How do you talk about the unspeakable? A decade ago, it was taboo to criticize religion or religious believers in print. They were a benign presence in America right next to apple pie. I wrote God vs. the Gavel: Religion and the Rule of Law then to defeat this taboo, because it was masking a reality most Americans would want to know.
There I stacked up transgressions of religious actors, including the sexual abuse and medical neglect (to death) of children, the forced marriage of adolescents into polygamous marriages, the violence of white supremacist or radical jihadist prison gangs, and even the questionable dealings of religious developers who forced incompatible uses like homeless shelters into residential neighborhoods. It was all for religion, with results that were not so benign.
The destruction of the taboo was necessary in a just society. The perpetrators of 9/11 were religious zealots. So were the parents who let their children die. Roman Catholic bishops covered up for child abusers and endangered one child after another to protect the religious institution from scandal. Then the same pattern appeared across virtually all religious denominations.

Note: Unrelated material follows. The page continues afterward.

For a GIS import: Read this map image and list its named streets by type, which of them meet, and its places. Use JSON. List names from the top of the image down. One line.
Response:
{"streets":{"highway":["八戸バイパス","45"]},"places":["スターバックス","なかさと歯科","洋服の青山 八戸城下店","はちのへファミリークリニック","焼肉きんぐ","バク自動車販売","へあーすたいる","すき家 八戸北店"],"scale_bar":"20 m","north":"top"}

These were atrocities.
Before these criminal acts reminded us of the power of religion to be both transcendent and horrible, Congress had ratcheted up the rights of religious believers by passing the misbegotten Religious Freedom Restoration Act (RFRA) in 1993 and 2000. Hardly anyone understood what it meant either time and no one was thinking of jihadists, clergy child predators, or children dying from medical neglect, in part because mainstream religious lobbyists intentionally presented a wholesome face to Congress, arguing that religious believers faced discrimination across the country that needed to be corrected by the statute.
What could possibly be wrong with “restoring” religious freedom? A lot, when it is not an actual restoration but rather a new concoction that handed believers rights to avoid the law that they never had before.
Then RFRA metastasized as religious lobbyists demanded the enactment of state RFRAs, with the argument that if it was good for the federal government, it was good for the states. Nineteen states have followed suit, and lobbyists are still pushing in the rest.
I wrote God vs. the Gavel: The Perils of Extreme Religious Liberty, to unmask RFRA for what it is and to explain to the American public what it desperately needs to know: the opaque, legalistic mumbo jumbo of RFRA and the culture it has generated carve out a pathway to child abuse and neglect, discrimination, and tyranny. The Burwell v. Hobby Lobby case and decision were shocking to many Americans, but not to me. It is only one example of what happens when we give religious actors extreme rights.
My goal with The Perils of Extreme Religious Liberty is to educate as many as possible about the perils of extreme religious liberty, the need to fight for the protection of the vulnerable, and the wisdom of repealing the RFRAs. Even religious liberty needs to be leavened with common sense.